Leonard has also included several landscape views, most of them of cliched tourist sites like Niagara Falls and the bullfighter’s ring. Leonard’s views of these places of middle-class-tourist pilgrimage are simultaneously ordinary and highly aestheticized. She’s making references to the historical traditions of landscape photography, another field dominated by men. But she also lays claim to a certain visual privilege: the large-scale aerial vistas she presents have rarely been done by women photographers.

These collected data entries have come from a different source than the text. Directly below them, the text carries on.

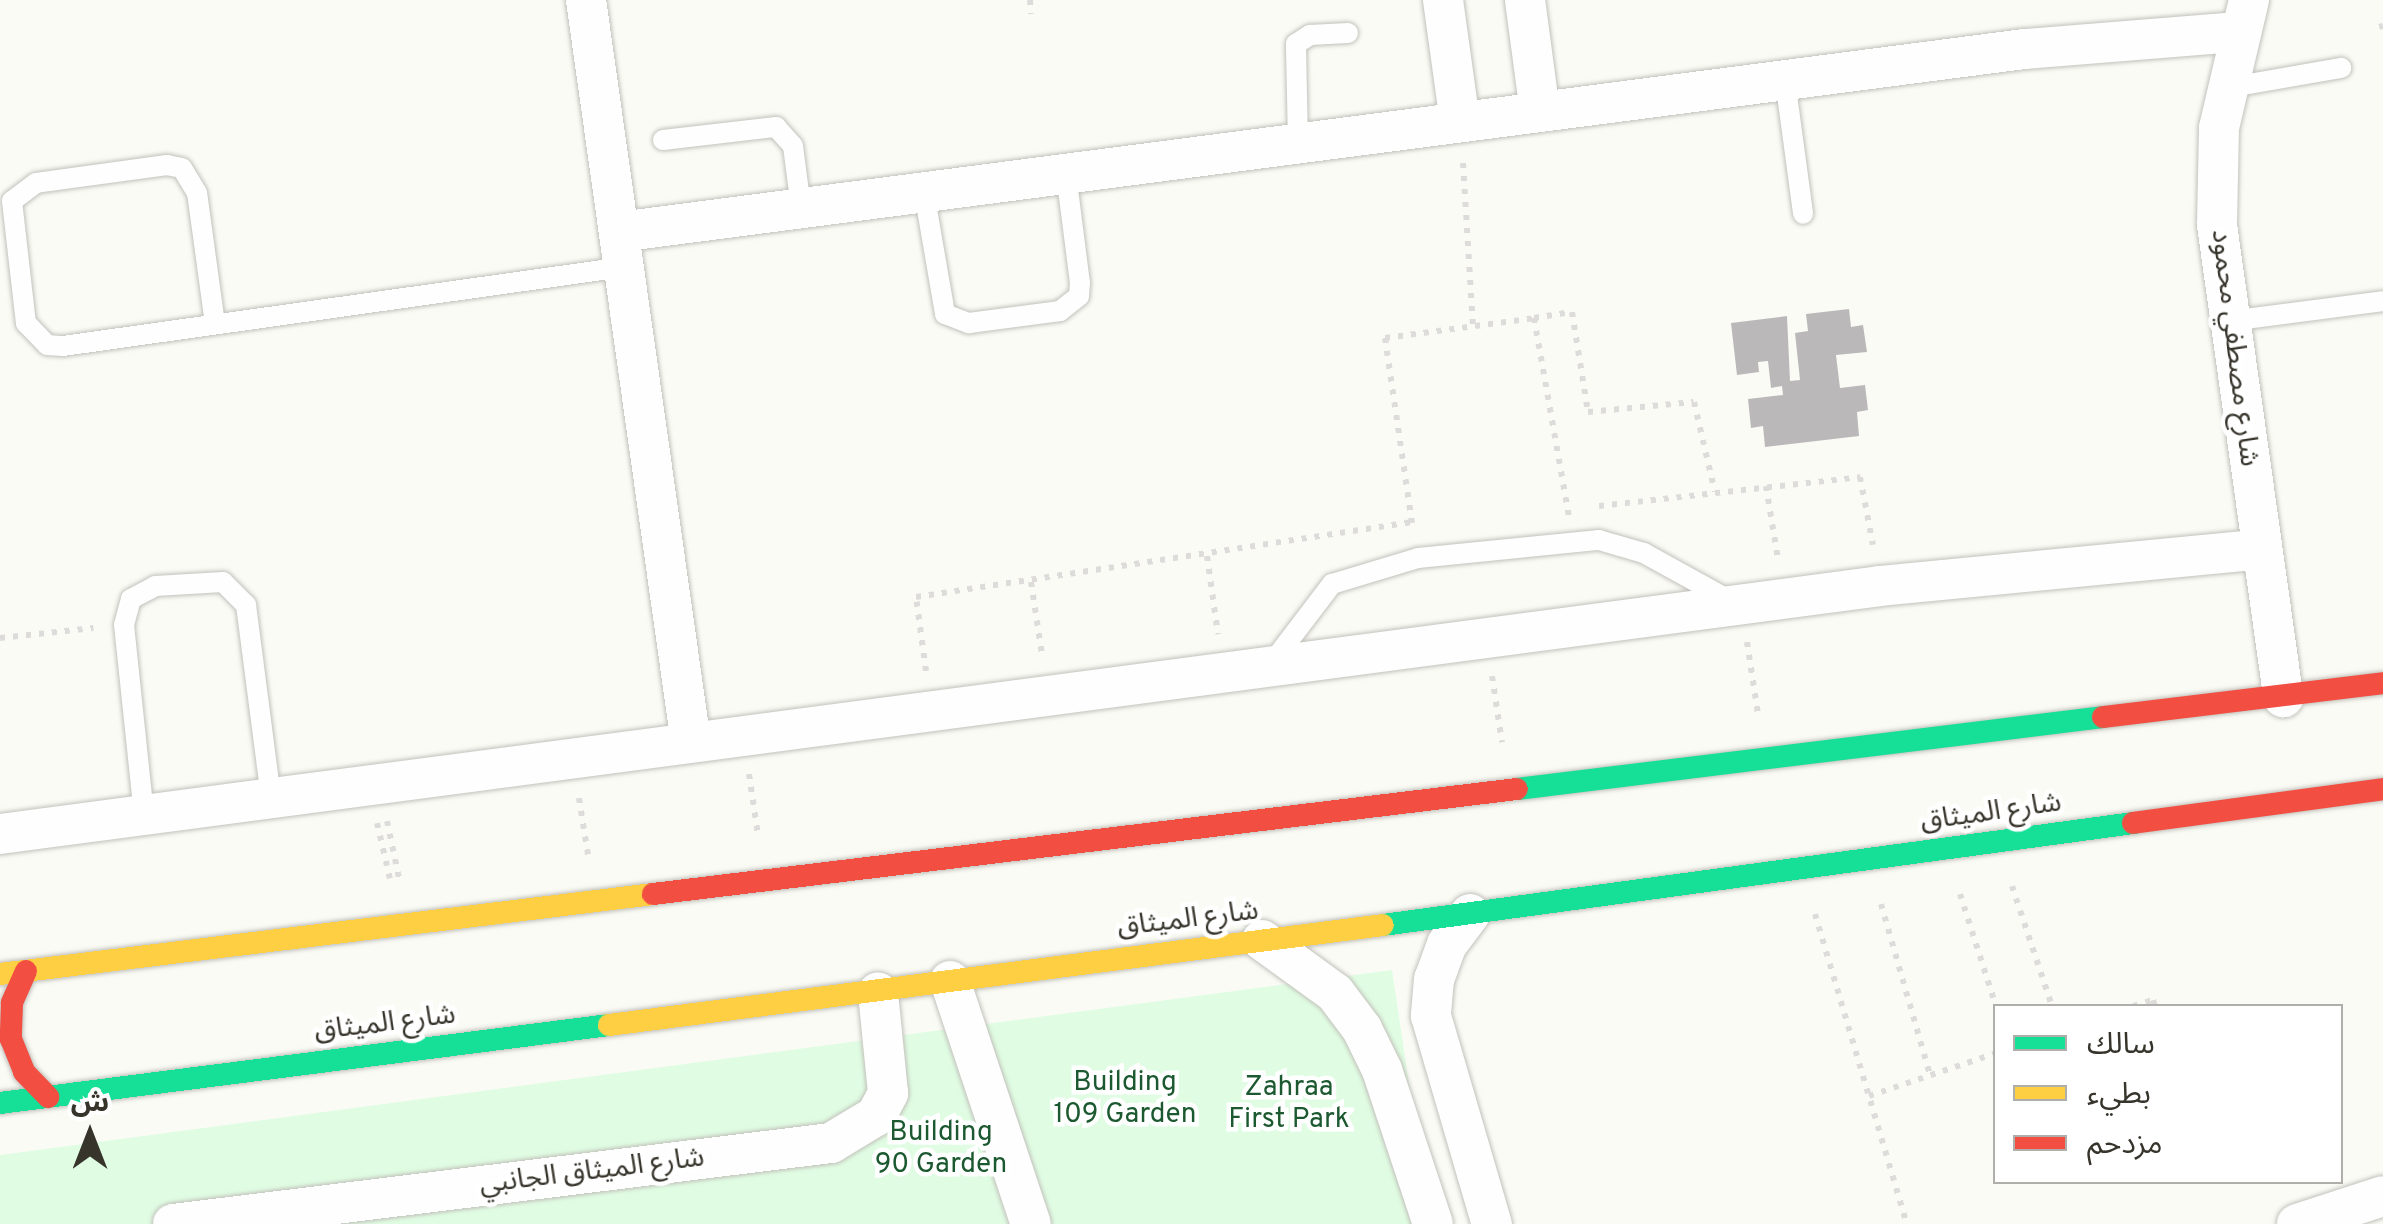 <!DOCTYPE html>
<html>
<head>
<meta charset="utf-8">
<style>
  body { margin:0 }
  #map { position:relative; width:2383px; height:1224px; overflow:hidden; background:#fbfbf6; font-family:Overpass,"Noto Sans Arabic",sans-serif }
  div>[style] { position:absolute }
  .green>* { inset:0; background:#e0fde3 }
  .building>* { inset:0; background:#bbb8ba }
  .path>* { height:6px; margin-top:-3px; transform-origin:0; background:repeating-linear-gradient(90deg,#dddcdb 0 5px,transparent 0 13px) }
  .roads { filter:drop-shadow(0 0 2px #c2c1bb) drop-shadow(0 0 2px #c2c1bb) }
  .lane>* { height:20px; margin:-10px; padding:0 10px; transform-origin:10px; border-radius:10px; background:#fefefe }
  .street>* { height:40px; margin:-20px; padding:0 20px; transform-origin:20px; border-radius:20px; background:#fefefe }
  .fast>* { height:22px; margin:-11px; padding:0 11px; transform-origin:11px; border-radius:11px; background:#16e098 }
  .slow>* { height:22px; margin:-11px; padding:0 11px; transform-origin:11px; border-radius:11px; background:#ffcf43 }
  .jam>* { height:22px; margin:-11px; padding:0 11px; transform-origin:11px; border-radius:11px; background:#f24e42 }
  span { translate:-50% -50%; white-space:nowrap; text-align:center; line-height:1.15; -webkit-text-stroke:9px #fff; paint-order:stroke }
  .street-label { font-size:28px; color:#36342b }
  .park-label { font-size:28px; color:#1c5930 }
  .legend { position:absolute; left:1993px; top:1004px; width:350px; height:180px; box-sizing:border-box; background:#fff; border:2px solid #afaeaa; margin:0; padding:12px 18px; list-style:none; font-size:30px; color:#36342b }
  .legend li { display:flex; align-items:center; gap:20px; height:50px }
  .legend b { width:50px; border:2px solid #afaeaa }
  .north { position:absolute; left:40px; top:1084px; width:100px; height:100px; -webkit-text-stroke:8px #fff; paint-order:stroke; rotate:0deg; font-size:28px; font-weight:700; line-height:40px; text-align:center; color:#36342b }
  .north::after { content:''; display:block; margin:auto; width:35px; height:45px; background:#36342b; clip-path:polygon(50% 0,100% 100%,50% 72%,0 100%) }
</style>
</head>
<body>
<div id="map">
  <div class="green">
    <i style="clip-path:polygon(1392px 970px,1430px 1224px,0 1224px,0 1155px)"></i>
  </div>
  <div class="building">
    <i style="clip-path:polygon(1849px 309px,1851px 327px,1863px 325px,1867px 352px,1836px 355px,1840px 388px,1865px 385px,1868px 410px,1857px 412px,1859px 436px,1765px 447px,1763px 426px,1751px 428px,1748px 399px,1783px 395px,1782px 386px,1771px 388px,1768px 361px,1758px 362px,1759px 372px,1737px 375px,1731px 323px,1787px 316px,1790px 381px,1800px 380px,1795px 333px,1808px 331px,1806px 314px)"></i>
  </div>
  <div class="path">
    <i style="left:1030px;top:0;width:14px;rotate:86deg"></i>
    <i style="left:2379px;top:27px;width:4px;rotate:-14deg"></i>
    <i style="left:1463px;top:163px;width:163px;rotate:86.5deg"></i>
    <i style="left:1534px;top:318px;width:38px;rotate:-9deg"></i>
    <i style="left:1572px;top:312px;width:101px;rotate:80.9deg"></i>
    <i style="left:1588px;top:412px;width:106px;rotate:-5.4deg"></i>
    <i style="left:1694px;top:402px;width:92px;rotate:76.9deg"></i>
    <i style="left:1766px;top:486px;width:74px;rotate:80.7deg"></i>
    <i style="left:1599px;top:506px;width:263px;rotate:-6.3deg"></i>
    <i style="left:1860px;top:477px;width:69px;rotate:79.2deg"></i>
    <i style="left:1412px;top:523px;width:187px;rotate:-98.3deg"></i>
    <i style="left:1385px;top:338px;width:150px;rotate:-7.6deg"></i>
    <i style="left:1534px;top:318px;width:201px;rotate:80deg"></i>
    <i style="left:1207px;top:556px;width:79px;rotate:82deg"></i>
    <i style="left:1031px;top:582px;width:74px;rotate:81.4deg"></i>
    <i style="left:0;top:638px;width:94px;rotate:-6.1deg"></i>
    <i style="left:1747px;top:642px;width:73px;rotate:81.3deg"></i>
    <i style="left:926px;top:671px;width:75px;rotate:-97.7deg"></i>
    <i style="left:916px;top:597px;width:502px;rotate:-8.6deg"></i>
    <i style="left:1492px;top:676px;width:67px;rotate:81.4deg"></i>
    <i style="left:749px;top:774px;width:62px;rotate:81.6deg"></i>
    <i style="left:579px;top:798px;width:58px;rotate:81deg"></i>
    <i style="left:387px;top:821px;width:58px;rotate:78.1deg"></i>
    <i style="left:377px;top:823px;width:57px;rotate:76.9deg"></i>
    <i style="left:2012px;top:886px;width:126px;rotate:71.6deg"></i>
    <i style="left:1960px;top:894px;width:118px;rotate:72.2deg"></i>
    <i style="left:1881px;top:904px;width:178px;rotate:74deg"></i>
    <i style="left:1815px;top:914px;width:323px;rotate:73.5deg"></i>
    <i style="left:2133px;top:1006px;width:21px;rotate:-17deg"></i>
    <i style="left:2153px;top:1000px;width:6px;rotate:72deg"></i>
    <i style="left:1869px;top:1096px;width:134px;rotate:-18.7deg"></i>
  </div>
  <div class="roads">
    <div class="lane">
      <i style="left:1785px;top:80px;width:135px;rotate:82.3deg"></i>
      <i style="left:2226px;top:88px;width:117px;rotate:-9.9deg"></i>
      <i style="left:663px;top:140px;width:114px;rotate:-6.6deg"></i>
      <i style="left:776px;top:127px;width:25px;rotate:48deg"></i>
      <i style="left:793px;top:146px;width:63px;rotate:82.6deg"></i>
      <i style="left:1298px;top:143px;width:99px;rotate:-91.2deg"></i>
      <i style="left:1296px;top:44px;width:17px;rotate:-33deg"></i>
      <i style="left:1310px;top:35px;width:38px;rotate:-3deg"></i>
      <i style="left:924px;top:192px;width:124px;rotate:80.2deg"></i>
      <i style="left:945px;top:314px;width:26px;rotate:21deg"></i>
      <i style="left:969px;top:323px;width:92px;rotate:-7.5deg"></i>
      <i style="left:1060px;top:311px;width:24px;rotate:-38deg"></i>
      <i style="left:1079px;top:296px;width:13px;rotate:-86deg"></i>
      <i style="left:1080px;top:283px;width:111px;rotate:-97.3deg"></i>
      <i style="left:2230px;top:321px;width:154px;rotate:-7.4deg"></i>
      <i style="left:215px;top:324px;width:132px;rotate:-97.8deg"></i>
      <i style="left:197px;top:193px;width:29px;rotate:-121deg"></i>
      <i style="left:182px;top:168px;width:15px;rotate:-169deg"></i>
      <i style="left:167px;top:165px;width:132px;rotate:172.2deg"></i>
      <i style="left:36px;top:183px;width:30px;rotate:143deg"></i>
      <i style="left:12px;top:201px;width:123px;rotate:83.5deg"></i>
      <i style="left:26px;top:323px;width:30px;rotate:46deg"></i>
      <i style="left:47px;top:345px;width:16px;rotate:4deg"></i>
      <i style="left:63px;top:346px;width:567px;rotate:-8.02deg"></i>
      <i style="left:1271px;top:664px;width:101px;rotate:-52.7deg"></i>
      <i style="left:1332px;top:584px;width:90px;rotate:-16.8deg"></i>
      <i style="left:1418px;top:558px;width:182px;rotate:-5.7deg"></i>
      <i style="left:1599px;top:540px;width:47px;rotate:16.1deg"></i>
      <i style="left:1644px;top:553px;width:99px;rotate:28.9deg"></i>
      <i style="left:144px;top:815px;width:191px;rotate:-96deg"></i>
      <i style="left:124px;top:625px;width:27px;rotate:-75deg"></i>
      <i style="left:131px;top:599px;width:27px;rotate:-28deg"></i>
      <i style="left:155px;top:586px;width:68px;rotate:-3.4deg"></i>
      <i style="left:223px;top:582px;width:33px;rotate:45deg"></i>
      <i style="left:246px;top:605px;width:195px;rotate:82.6deg"></i>
    </div>
    <div class="street">
      <i style="left:586px;top:0;width:750px;rotate:81.96deg"></i>
      <i style="left:1443px;top:0;width:123px;rotate:82.1deg"></i>
      <i style="left:1525px;top:0;width:113px;rotate:82.4deg"></i>
      <i style="left:2249px;top:0;width:131px;rotate:103.2deg"></i>
      <i style="left:2219px;top:128px;width:97px;rotate:91.2deg"></i>
      <i style="left:2217px;top:225px;width:477px;rotate:82deg"></i>
      <i style="left:619px;top:232px;width:1418px;rotate:-7.42deg"></i>
      <i style="left:2025px;top:49px;width:213px;rotate:-4.6deg"></i>
      <i style="left:0;top:834px;width:1896px;rotate:-7.51deg"></i>
      <i style="left:1880px;top:586px;width:383px;rotate:-5.5deg"></i>
      <i style="left:1470px;top:914px;width:38px;rotate:127deg"></i>
      <i style="left:1447px;top:944px;width:37px;rotate:110deg"></i>
      <i style="left:1434px;top:979px;width:37px;rotate:95deg"></i>
      <i style="left:1431px;top:1016px;width:217px;rotate:73.7deg"></i>
      <i style="left:1262px;top:940px;width:90px;rotate:36deg"></i>
      <i style="left:1335px;top:993px;width:45px;rotate:53.1deg"></i>
      <i style="left:1362px;top:1029px;width:46px;rotate:64deg"></i>
      <i style="left:1382px;top:1070px;width:162px;rotate:71.7deg"></i>
      <i style="left:950px;top:981px;width:256px;rotate:71.6deg"></i>
      <i style="left:173px;top:1224px;width:663px;rotate:-7.02deg"></i>
      <i style="left:831px;top:1143px;width:52px;rotate:-31deg"></i>
      <i style="left:876px;top:1116px;width:26px;rotate:-62deg"></i>
      <i style="left:888px;top:1093px;width:101px;rotate:-95.7deg"></i>
      <i style="left:2297px;top:1224px;width:90px;rotate:-18deg"></i>
    </div>
    <div class="fast">
      <i style="left:1517px;top:789px;width:590px;rotate:-7deg"></i>
      <i style="left:1383px;top:925px;width:757px;rotate:-7.74deg"></i>
      <i style="left:0;top:1103px;width:614px;rotate:-7.3deg"></i>
    </div>
    <div class="slow">
      <i style="left:0;top:974px;width:658px;rotate:-6.98deg"></i>
      <i style="left:609px;top:1025px;width:780px;rotate:-7.36deg"></i>
    </div>
    <div class="jam">
      <i style="left:2103px;top:717px;width:282px;rotate:-6.9deg"></i>
      <i style="left:2133px;top:823px;width:252px;rotate:-7.7deg"></i>
      <i style="left:653px;top:894px;width:870px;rotate:-6.93deg"></i>
      <i style="left:26px;top:971px;width:35px;rotate:114deg"></i>
      <i style="left:12px;top:1003px;width:36px;rotate:92deg"></i>
      <i style="left:11px;top:1039px;width:35px;rotate:68deg"></i>
      <i style="left:24px;top:1072px;width:35px;rotate:46deg"></i>
    </div>
  </div>
  <div class="street-label">
    <span style="left:2234px;top:348px;rotate:83deg">شارع مصطفي محمود</span>
    <span style="left:1991px;top:813px;rotate:-8deg">شارع الميثاق</span>
    <span style="left:1188px;top:920px;rotate:-7deg">شارع الميثاق</span>
    <span style="left:385px;top:1024px;rotate:-7deg">شارع الميثاق</span>
    <span style="left:592px;top:1172px;rotate:-7deg">شارع الميثاق الجانبي</span>
  </div>
  <div class="park-label">
    <span style="left:1125px;top:1099px">Building<br>109 Garden</span>
    <span style="left:1289px;top:1104px">Zahraa<br>First Park</span>
    <span style="left:941px;top:1149px">Building<br>90 Garden</span>
  </div>
  <ul class="legend">
  <li><b style="height:12px;background:#16e098"></b>سالك</li>
  <li><b style="height:12px;background:#ffcf43"></b>بطيء</li>
  <li><b style="height:12px;background:#f24e42"></b>مزدحم</li>
  </ul>
  <div class="north">ش</div>
</div>
</body>
</html>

Arguably we’ve seen themes similar to Leonard’s in recent photography. Cindy Sherman’s Untitled Film Stills series, for example, examined the norms and objectification of the female body in Hollywood films. Thinking back a bit further, others have done studies of the grotesque, like Diane Arbus; and like Leonard, Lorna Simpson raises questions about the role of the female body in medicine. Critics have often identified Leonard’s work as an extended critique of the museum as an institution. But it seems to me she’s doing something a bit more complicated. Leonard uses photography to uncover objects historically used as tools in the pursuit of knowledge and progress but whose essence is exclusion. At the same time she doesn’t lose sight of her medium: her photography is both visual evidence and visual art. Leonard’s espionage in the archive bumps us up against the structures of “knowledge”–the structures of modern categorization and exploitation–that make institutions like museums and medical colleges possible. And unlike many other socially engaged artists, Leonard manages to raise consciousness without being preachy or self-righteous, and without any screaming text: here the images can speak–quietly–for themselves.